To truly appreciate the absurdity of it, take a walk through the residential neighborhoods. The working-class terraced homes, built with little regard to structural stability, have all been outfitted with elaborate platforms to accommodate the Top-Garden Mandate. Children play hopscotch in kitchens shored up by alarmingly splayed wooden beams because their fathers hauled a literal ton of soil up six flights of stairs to grow turnips on a roof that was only ever designed to keep out the rain.

Meanwhile, over in Kensington, the aristocratic mansions boast sprawling high-altitude orchards of half-dead trees (for apples are “a gentleman’s fruit”), while their basements, bizarrely, remain flooded whenever it rains because no government initiative ever dared mandate an effective drainage system. If their pipes worked half as well as their pulleys for lifting greenhouse glass into place, everyone here might enjoy a warm bath that doesn’t smell faintly of dead rats and parsley.

But the cultural effects are even more fascinating than the architectural ones. The “cult of the roof garden,” as I’ve taken to calling it, seems to have turned wartime stoicism into some kind of dirigible-height spiritual metaphor. People wax poetic about rooftop tomatoes as symbols of resilience. I overheard an elderly woman scolding her daughter-in-law: “The Germans may take our cities, Patricia, but if they think they can take my rooftop onions, they don’t know what British resolve looks like.” From the look on Patricia’s face, it seemed she wasn’t entirely sure what British resolve looked like either, but she certainly knew where her mother-in-law’s absurd priorities lay.

Even municipal planning seems perpetually torn between wartime pragmatism and this baffling commitment to the Top-Garden ideal. Entire districts of London are still being rebuilt around the premise of rooftop arable space, which strikes me as a bold investment in infrastructure when most of these buildings are being routinely flattened by Luftwaffe air raids anyway. There are whispers—oh, how the whispers flutter through this city—that the Germans are tuning their bomb sights to target structures with particularly lush rooftop greenery. If that’s true, the National Gallery’s emergency cucumber patch is an absolute death warrant.

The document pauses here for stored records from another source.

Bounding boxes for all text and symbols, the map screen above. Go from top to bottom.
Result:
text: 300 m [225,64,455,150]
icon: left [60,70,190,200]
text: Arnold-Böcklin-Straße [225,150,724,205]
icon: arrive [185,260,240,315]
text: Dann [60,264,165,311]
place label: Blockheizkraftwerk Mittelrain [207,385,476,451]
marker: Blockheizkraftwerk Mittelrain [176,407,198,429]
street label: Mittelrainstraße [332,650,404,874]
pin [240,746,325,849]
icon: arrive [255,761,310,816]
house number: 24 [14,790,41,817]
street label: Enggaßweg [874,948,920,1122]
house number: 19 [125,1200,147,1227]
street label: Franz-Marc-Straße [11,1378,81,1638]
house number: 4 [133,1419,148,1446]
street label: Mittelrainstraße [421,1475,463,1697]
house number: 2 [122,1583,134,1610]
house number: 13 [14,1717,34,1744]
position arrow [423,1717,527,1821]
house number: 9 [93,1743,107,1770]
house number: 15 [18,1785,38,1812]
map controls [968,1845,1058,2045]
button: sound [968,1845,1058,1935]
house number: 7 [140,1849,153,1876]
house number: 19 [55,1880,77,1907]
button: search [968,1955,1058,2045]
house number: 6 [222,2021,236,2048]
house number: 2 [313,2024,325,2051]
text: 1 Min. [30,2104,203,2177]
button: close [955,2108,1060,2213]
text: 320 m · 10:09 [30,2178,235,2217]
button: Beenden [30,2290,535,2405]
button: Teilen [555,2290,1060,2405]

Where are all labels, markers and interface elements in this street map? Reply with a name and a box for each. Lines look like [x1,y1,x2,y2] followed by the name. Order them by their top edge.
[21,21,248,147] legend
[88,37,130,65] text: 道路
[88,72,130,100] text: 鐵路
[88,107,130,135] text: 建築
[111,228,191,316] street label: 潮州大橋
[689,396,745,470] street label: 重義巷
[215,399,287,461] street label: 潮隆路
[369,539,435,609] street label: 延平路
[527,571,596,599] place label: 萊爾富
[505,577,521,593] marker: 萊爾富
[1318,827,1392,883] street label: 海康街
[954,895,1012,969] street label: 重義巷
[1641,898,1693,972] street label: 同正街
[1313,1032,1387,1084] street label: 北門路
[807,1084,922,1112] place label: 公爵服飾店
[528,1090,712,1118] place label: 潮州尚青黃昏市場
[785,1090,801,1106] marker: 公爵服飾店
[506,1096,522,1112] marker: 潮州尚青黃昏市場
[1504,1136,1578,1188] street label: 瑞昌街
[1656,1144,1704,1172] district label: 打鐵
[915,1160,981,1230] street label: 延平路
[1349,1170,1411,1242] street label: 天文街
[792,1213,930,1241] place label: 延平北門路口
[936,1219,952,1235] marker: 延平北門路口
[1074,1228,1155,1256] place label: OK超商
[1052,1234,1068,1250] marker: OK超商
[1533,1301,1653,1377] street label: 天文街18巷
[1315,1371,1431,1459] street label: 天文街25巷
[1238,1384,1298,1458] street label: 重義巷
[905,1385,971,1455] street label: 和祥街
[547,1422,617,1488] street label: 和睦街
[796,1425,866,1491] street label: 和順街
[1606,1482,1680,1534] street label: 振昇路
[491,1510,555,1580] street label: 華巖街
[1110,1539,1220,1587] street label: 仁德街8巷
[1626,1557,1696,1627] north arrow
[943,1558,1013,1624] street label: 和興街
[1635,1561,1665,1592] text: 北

I cannot help but admire the absurd ingenuity of it all, though such admiration is tempered by the obvious inefficiencies. In my timeline, urban reformers of the 19th and 20th centuries leaned toward maximizing functional living spaces within cities, avoiding frivolous embellishments like wind-sensitive tomato vines or fully collapsible rooftop irises. Yet there’s something almost charming in this alternate history’s insistence that humans can thrive without reliable heating or sanitation so long as they have at least one place to grow parsley “for the morale.”

When I return to my home timeline, I may never look at our dull, utilitarian rooftops the same way again. I will, however, cherish them for being mercifully free of wartime turnips.